> [Assigned task]: Print the records below verbatim.

> [Dataset content]:

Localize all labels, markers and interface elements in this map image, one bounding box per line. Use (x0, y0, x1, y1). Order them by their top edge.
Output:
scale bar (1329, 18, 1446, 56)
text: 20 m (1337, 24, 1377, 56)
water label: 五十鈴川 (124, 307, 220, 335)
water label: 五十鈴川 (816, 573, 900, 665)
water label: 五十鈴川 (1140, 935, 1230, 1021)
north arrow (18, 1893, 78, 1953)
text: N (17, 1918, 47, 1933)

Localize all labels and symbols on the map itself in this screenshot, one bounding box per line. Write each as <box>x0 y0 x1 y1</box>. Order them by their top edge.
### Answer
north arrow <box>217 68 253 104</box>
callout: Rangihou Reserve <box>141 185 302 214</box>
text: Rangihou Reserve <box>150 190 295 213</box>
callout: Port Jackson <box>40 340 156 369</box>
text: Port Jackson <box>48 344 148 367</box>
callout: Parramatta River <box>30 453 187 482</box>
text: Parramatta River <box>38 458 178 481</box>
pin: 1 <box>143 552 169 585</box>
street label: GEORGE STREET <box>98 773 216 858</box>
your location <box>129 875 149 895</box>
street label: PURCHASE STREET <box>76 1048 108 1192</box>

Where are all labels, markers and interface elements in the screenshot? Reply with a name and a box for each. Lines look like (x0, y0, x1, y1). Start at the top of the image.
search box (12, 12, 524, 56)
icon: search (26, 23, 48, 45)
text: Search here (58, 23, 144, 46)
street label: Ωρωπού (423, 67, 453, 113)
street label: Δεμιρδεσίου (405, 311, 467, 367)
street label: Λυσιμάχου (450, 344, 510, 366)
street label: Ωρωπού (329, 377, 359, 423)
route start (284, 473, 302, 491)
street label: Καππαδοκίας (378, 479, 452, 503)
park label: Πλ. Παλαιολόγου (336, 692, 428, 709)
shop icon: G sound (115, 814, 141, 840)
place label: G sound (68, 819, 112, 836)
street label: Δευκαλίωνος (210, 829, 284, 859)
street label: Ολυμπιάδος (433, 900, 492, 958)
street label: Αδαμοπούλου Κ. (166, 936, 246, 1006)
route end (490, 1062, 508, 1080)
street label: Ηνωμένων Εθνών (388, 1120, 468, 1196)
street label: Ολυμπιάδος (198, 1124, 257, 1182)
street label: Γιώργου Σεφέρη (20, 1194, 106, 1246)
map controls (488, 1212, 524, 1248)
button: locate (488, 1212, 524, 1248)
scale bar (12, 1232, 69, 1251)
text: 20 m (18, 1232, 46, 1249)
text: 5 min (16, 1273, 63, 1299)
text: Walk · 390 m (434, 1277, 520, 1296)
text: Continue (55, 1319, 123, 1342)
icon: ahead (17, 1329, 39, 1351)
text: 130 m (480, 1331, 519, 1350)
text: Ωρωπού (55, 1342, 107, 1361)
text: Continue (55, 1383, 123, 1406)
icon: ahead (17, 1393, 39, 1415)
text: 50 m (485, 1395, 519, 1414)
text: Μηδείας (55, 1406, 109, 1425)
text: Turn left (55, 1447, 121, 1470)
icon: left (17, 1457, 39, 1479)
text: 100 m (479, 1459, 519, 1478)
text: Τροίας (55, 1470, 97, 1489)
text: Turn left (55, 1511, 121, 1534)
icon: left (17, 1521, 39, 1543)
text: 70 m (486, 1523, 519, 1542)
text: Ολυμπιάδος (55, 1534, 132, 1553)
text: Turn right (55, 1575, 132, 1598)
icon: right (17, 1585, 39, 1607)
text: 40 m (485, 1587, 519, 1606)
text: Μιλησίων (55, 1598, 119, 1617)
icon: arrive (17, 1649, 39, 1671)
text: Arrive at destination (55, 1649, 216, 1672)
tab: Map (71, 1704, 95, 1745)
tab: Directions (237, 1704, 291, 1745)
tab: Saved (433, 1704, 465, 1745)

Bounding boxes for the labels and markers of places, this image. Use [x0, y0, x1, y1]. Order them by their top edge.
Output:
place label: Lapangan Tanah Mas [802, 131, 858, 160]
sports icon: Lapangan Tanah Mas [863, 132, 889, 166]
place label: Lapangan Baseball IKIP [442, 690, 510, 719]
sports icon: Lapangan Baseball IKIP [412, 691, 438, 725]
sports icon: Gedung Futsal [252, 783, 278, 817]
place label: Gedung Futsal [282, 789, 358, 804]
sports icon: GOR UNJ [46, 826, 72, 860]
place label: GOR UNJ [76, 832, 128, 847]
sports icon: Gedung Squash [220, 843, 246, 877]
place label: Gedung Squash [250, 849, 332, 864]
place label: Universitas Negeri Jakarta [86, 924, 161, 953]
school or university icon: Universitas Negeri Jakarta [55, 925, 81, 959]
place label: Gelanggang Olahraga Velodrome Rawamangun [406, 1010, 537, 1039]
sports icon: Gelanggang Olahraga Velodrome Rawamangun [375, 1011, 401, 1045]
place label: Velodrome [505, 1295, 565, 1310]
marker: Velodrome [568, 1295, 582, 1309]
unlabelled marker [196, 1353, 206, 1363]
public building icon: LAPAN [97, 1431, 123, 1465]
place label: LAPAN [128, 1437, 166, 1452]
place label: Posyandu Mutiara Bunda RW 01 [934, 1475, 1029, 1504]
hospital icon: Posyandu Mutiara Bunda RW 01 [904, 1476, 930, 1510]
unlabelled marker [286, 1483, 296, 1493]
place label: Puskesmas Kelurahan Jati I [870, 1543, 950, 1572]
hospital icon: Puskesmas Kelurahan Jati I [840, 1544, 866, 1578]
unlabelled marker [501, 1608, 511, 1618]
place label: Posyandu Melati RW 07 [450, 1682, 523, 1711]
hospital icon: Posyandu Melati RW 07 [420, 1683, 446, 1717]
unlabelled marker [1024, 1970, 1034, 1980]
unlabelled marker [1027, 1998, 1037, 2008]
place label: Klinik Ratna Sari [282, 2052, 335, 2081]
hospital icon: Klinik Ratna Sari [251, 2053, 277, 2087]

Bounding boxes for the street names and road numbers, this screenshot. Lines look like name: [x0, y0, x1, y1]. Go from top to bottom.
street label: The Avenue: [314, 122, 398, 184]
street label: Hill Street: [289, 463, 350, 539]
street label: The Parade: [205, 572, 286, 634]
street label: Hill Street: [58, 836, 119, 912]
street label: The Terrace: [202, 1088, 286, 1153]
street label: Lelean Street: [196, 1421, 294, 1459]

> [Task response]:
Localize all labels, markers and interface elements in this map image, one bounding box per line. Use (x0, y0, x1, y1). Order them by their top edge.
Output:
scale bar (1329, 18, 1446, 56)
text: 20 m (1337, 24, 1377, 56)
water label: 五十鈴川 (124, 307, 220, 335)
water label: 五十鈴川 (816, 573, 900, 665)
water label: 五十鈴川 (1140, 935, 1230, 1021)
north arrow (18, 1893, 78, 1953)
text: N (17, 1918, 47, 1933)

Localize all labels and symbols on the map itself in this screenshot, one bounding box per line. Write each as <box>x0 y0 x1 y1</box>. Order them by their top edge.
### Answer
north arrow <box>217 68 253 104</box>
callout: Rangihou Reserve <box>141 185 302 214</box>
text: Rangihou Reserve <box>150 190 295 213</box>
callout: Port Jackson <box>40 340 156 369</box>
text: Port Jackson <box>48 344 148 367</box>
callout: Parramatta River <box>30 453 187 482</box>
text: Parramatta River <box>38 458 178 481</box>
pin: 1 <box>143 552 169 585</box>
street label: GEORGE STREET <box>98 773 216 858</box>
your location <box>129 875 149 895</box>
street label: PURCHASE STREET <box>76 1048 108 1192</box>

Where are all labels, markers and interface elements in the screenshot? Reply with a name and a box for each. Lines look like (x0, y0, x1, y1). Start at the top of the image.
search box (12, 12, 524, 56)
icon: search (26, 23, 48, 45)
text: Search here (58, 23, 144, 46)
street label: Ωρωπού (423, 67, 453, 113)
street label: Δεμιρδεσίου (405, 311, 467, 367)
street label: Λυσιμάχου (450, 344, 510, 366)
street label: Ωρωπού (329, 377, 359, 423)
route start (284, 473, 302, 491)
street label: Καππαδοκίας (378, 479, 452, 503)
park label: Πλ. Παλαιολόγου (336, 692, 428, 709)
shop icon: G sound (115, 814, 141, 840)
place label: G sound (68, 819, 112, 836)
street label: Δευκαλίωνος (210, 829, 284, 859)
street label: Ολυμπιάδος (433, 900, 492, 958)
street label: Αδαμοπούλου Κ. (166, 936, 246, 1006)
route end (490, 1062, 508, 1080)
street label: Ηνωμένων Εθνών (388, 1120, 468, 1196)
street label: Ολυμπιάδος (198, 1124, 257, 1182)
street label: Γιώργου Σεφέρη (20, 1194, 106, 1246)
map controls (488, 1212, 524, 1248)
button: locate (488, 1212, 524, 1248)
scale bar (12, 1232, 69, 1251)
text: 20 m (18, 1232, 46, 1249)
text: 5 min (16, 1273, 63, 1299)
text: Walk · 390 m (434, 1277, 520, 1296)
text: Continue (55, 1319, 123, 1342)
icon: ahead (17, 1329, 39, 1351)
text: 130 m (480, 1331, 519, 1350)
text: Ωρωπού (55, 1342, 107, 1361)
text: Continue (55, 1383, 123, 1406)
icon: ahead (17, 1393, 39, 1415)
text: 50 m (485, 1395, 519, 1414)
text: Μηδείας (55, 1406, 109, 1425)
text: Turn left (55, 1447, 121, 1470)
icon: left (17, 1457, 39, 1479)
text: 100 m (479, 1459, 519, 1478)
text: Τροίας (55, 1470, 97, 1489)
text: Turn left (55, 1511, 121, 1534)
icon: left (17, 1521, 39, 1543)
text: 70 m (486, 1523, 519, 1542)
text: Ολυμπιάδος (55, 1534, 132, 1553)
text: Turn right (55, 1575, 132, 1598)
icon: right (17, 1585, 39, 1607)
text: 40 m (485, 1587, 519, 1606)
text: Μιλησίων (55, 1598, 119, 1617)
icon: arrive (17, 1649, 39, 1671)
text: Arrive at destination (55, 1649, 216, 1672)
tab: Map (71, 1704, 95, 1745)
tab: Directions (237, 1704, 291, 1745)
tab: Saved (433, 1704, 465, 1745)

Bounding boxes for the labels and markers of places, this image. Use [x0, y0, x1, y1]. Order them by their top edge.
Output:
place label: Lapangan Tanah Mas [802, 131, 858, 160]
sports icon: Lapangan Tanah Mas [863, 132, 889, 166]
place label: Lapangan Baseball IKIP [442, 690, 510, 719]
sports icon: Lapangan Baseball IKIP [412, 691, 438, 725]
sports icon: Gedung Futsal [252, 783, 278, 817]
place label: Gedung Futsal [282, 789, 358, 804]
sports icon: GOR UNJ [46, 826, 72, 860]
place label: GOR UNJ [76, 832, 128, 847]
sports icon: Gedung Squash [220, 843, 246, 877]
place label: Gedung Squash [250, 849, 332, 864]
place label: Universitas Negeri Jakarta [86, 924, 161, 953]
school or university icon: Universitas Negeri Jakarta [55, 925, 81, 959]
place label: Gelanggang Olahraga Velodrome Rawamangun [406, 1010, 537, 1039]
sports icon: Gelanggang Olahraga Velodrome Rawamangun [375, 1011, 401, 1045]
place label: Velodrome [505, 1295, 565, 1310]
marker: Velodrome [568, 1295, 582, 1309]
unlabelled marker [196, 1353, 206, 1363]
public building icon: LAPAN [97, 1431, 123, 1465]
place label: LAPAN [128, 1437, 166, 1452]
place label: Posyandu Mutiara Bunda RW 01 [934, 1475, 1029, 1504]
hospital icon: Posyandu Mutiara Bunda RW 01 [904, 1476, 930, 1510]
unlabelled marker [286, 1483, 296, 1493]
place label: Puskesmas Kelurahan Jati I [870, 1543, 950, 1572]
hospital icon: Puskesmas Kelurahan Jati I [840, 1544, 866, 1578]
unlabelled marker [501, 1608, 511, 1618]
place label: Posyandu Melati RW 07 [450, 1682, 523, 1711]
hospital icon: Posyandu Melati RW 07 [420, 1683, 446, 1717]
unlabelled marker [1024, 1970, 1034, 1980]
unlabelled marker [1027, 1998, 1037, 2008]
place label: Klinik Ratna Sari [282, 2052, 335, 2081]
hospital icon: Klinik Ratna Sari [251, 2053, 277, 2087]

Bounding boxes for the street names and road numbers, this screenshot. Lines look like name: [x0, y0, x1, y1]. Go from top to bottom.
street label: The Avenue: [314, 122, 398, 184]
street label: Hill Street: [289, 463, 350, 539]
street label: The Parade: [205, 572, 286, 634]
street label: Hill Street: [58, 836, 119, 912]
street label: The Terrace: [202, 1088, 286, 1153]
street label: Lelean Street: [196, 1421, 294, 1459]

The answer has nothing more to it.